Kardinal Woelki und Bischof Voderholzer haben bei der jüngsten Vollversammlung der Bischofskonferenz in Fulda ihre Mitbrüder im Bischofsamt sowie den Mitgliedern des ZdK in Erinnerung gerufen, dass diese Frage der nur Priestern vorbehaltenen Priesterweihe nicht in der Verfügungsgewalt der katholischen Kirche liege, denn Papst Johannes Paul II. habe sie verbindlich für die gesamte Kirche erklärt. Außerdem hat Papst Franziskus diese Entscheidung wiederholt bekräftigt und betont, dass die Kirche keinerlei Vollmacht habe, Frauen die Priesterweihe zu spenden. Die Wiener Theologin Professor Dr. Marianne Schlosser hat sich aus dem „Frauen-Forum“ des „synodalen Weges“  wegen der Fixierung auf das Weiheamt für Frauen verabschiedet. Bischof Voderholzer sagte auf der Vollversammlung der DBK in Fulda, er behalte sich einen Rückzug aus dem gesamten „synodalen Weg“ vor. Die thematische Ausrichtung des „synodalen Weges“ gehe an der Realität der Glaubenskrise in Deutschland vorbei.

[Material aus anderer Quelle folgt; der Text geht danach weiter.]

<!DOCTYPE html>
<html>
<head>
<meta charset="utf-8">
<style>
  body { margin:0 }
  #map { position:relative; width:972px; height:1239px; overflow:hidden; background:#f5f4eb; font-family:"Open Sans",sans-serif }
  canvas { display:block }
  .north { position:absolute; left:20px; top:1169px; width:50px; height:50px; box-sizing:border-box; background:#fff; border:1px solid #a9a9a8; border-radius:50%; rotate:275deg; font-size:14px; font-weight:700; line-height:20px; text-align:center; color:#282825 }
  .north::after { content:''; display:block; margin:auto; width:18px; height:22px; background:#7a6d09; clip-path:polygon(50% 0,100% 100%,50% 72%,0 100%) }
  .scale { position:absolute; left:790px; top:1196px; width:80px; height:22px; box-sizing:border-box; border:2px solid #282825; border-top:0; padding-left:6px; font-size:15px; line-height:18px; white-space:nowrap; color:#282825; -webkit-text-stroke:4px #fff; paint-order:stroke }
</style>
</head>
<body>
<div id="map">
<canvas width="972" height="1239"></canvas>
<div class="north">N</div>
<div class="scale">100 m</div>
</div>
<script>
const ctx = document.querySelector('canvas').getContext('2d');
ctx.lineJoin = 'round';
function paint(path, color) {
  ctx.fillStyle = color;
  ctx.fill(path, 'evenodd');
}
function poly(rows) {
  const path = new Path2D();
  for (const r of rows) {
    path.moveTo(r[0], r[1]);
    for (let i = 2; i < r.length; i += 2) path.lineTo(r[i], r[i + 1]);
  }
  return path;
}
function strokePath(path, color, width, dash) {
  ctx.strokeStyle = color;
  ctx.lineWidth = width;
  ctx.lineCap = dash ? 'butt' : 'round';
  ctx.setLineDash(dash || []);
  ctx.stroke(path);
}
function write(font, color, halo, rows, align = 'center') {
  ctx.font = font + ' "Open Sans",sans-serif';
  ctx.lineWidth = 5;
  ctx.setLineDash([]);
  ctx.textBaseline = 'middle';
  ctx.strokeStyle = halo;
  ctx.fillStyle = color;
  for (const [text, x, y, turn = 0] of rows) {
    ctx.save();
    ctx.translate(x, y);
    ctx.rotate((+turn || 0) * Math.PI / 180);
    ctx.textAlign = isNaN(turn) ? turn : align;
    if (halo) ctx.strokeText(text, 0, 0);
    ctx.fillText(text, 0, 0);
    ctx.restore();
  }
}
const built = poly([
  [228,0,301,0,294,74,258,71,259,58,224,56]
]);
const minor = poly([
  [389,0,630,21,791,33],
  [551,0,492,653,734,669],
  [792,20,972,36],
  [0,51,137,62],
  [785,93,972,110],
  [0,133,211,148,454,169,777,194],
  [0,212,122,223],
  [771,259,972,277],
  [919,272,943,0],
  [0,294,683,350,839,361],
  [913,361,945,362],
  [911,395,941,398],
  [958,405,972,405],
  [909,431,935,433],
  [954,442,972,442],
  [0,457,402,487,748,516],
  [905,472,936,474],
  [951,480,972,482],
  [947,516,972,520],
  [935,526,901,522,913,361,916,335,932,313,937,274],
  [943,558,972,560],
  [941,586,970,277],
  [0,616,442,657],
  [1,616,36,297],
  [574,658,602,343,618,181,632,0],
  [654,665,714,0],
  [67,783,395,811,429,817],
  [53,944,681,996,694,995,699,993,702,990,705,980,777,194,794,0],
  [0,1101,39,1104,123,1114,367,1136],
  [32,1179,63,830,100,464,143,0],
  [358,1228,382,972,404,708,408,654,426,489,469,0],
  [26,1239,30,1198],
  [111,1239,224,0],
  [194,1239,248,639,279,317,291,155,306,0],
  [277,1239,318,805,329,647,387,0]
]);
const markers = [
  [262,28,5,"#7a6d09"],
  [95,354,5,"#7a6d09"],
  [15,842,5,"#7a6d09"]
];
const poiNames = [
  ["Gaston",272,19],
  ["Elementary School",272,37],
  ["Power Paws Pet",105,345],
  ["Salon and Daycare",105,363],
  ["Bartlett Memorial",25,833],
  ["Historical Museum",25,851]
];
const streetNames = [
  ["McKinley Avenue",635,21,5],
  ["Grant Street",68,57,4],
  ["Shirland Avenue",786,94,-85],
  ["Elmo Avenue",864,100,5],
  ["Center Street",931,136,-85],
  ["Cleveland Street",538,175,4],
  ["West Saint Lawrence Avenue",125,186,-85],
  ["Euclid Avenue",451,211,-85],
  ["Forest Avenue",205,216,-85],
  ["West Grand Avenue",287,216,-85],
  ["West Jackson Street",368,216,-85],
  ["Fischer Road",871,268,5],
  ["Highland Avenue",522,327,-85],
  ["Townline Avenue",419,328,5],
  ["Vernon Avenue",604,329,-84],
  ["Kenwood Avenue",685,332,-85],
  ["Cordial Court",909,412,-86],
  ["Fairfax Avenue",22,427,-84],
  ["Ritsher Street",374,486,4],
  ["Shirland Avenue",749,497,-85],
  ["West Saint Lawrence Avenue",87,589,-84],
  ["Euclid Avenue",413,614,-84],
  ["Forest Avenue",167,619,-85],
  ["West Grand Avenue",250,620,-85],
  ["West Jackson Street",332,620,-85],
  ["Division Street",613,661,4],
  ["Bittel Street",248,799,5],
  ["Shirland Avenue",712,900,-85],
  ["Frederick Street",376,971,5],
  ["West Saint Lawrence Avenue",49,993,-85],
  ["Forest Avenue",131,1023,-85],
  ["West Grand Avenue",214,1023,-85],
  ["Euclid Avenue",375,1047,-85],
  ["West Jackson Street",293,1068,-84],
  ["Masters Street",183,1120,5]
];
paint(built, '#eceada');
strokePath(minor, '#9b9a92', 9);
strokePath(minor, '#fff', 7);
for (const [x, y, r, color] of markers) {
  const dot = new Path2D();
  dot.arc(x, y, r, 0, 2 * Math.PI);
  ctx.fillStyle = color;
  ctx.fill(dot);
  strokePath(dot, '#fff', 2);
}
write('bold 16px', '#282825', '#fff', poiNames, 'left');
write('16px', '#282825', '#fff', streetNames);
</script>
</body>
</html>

Die Mehrheit der Bischöfe hat sich für den „synodalen Weg“ entschieden und damit auch der erneuten Diskussion über das Priestertum der Frau grünes Licht erteilt. Die Bischöfe haben bei ihrer Weihe bzw. Einführung den Amtseid abgelegt und gesagt, dass sie „alles und jedes, was vom Lehramt der Kirche bezüglich des Glaubens und der Sitten endgültig vorgelegt wird, das also, was zur unversehrten Bewahrung und zur getreuen Darlegung des Glaubensgutes erforderlich ist“, fest anerkennen und halten. Die Glaubenslehre der nur Männern vorbehaltenen Priesterweihe ist „zur unversehrten Bewahrung und zur getreuen Darlegung des Glaubensgutes“ erforderlich.  Wie ist dieser Amtseid und dieses Versprechen mit der erneuten Freigabe der Diskussion um die in „Ordinatio sacerdotalis“ festgestellten unfehlbare Glaubenslehre zu reimen? Werden die betreffenden Bischöfe der DBK am Ende vor Gott und ihrem Gewissen die Verantwortung übernehmen, wenn einige in der Kirche sich enttäuscht sehen, weil ihre Erwartungen nicht erfüllt werden können?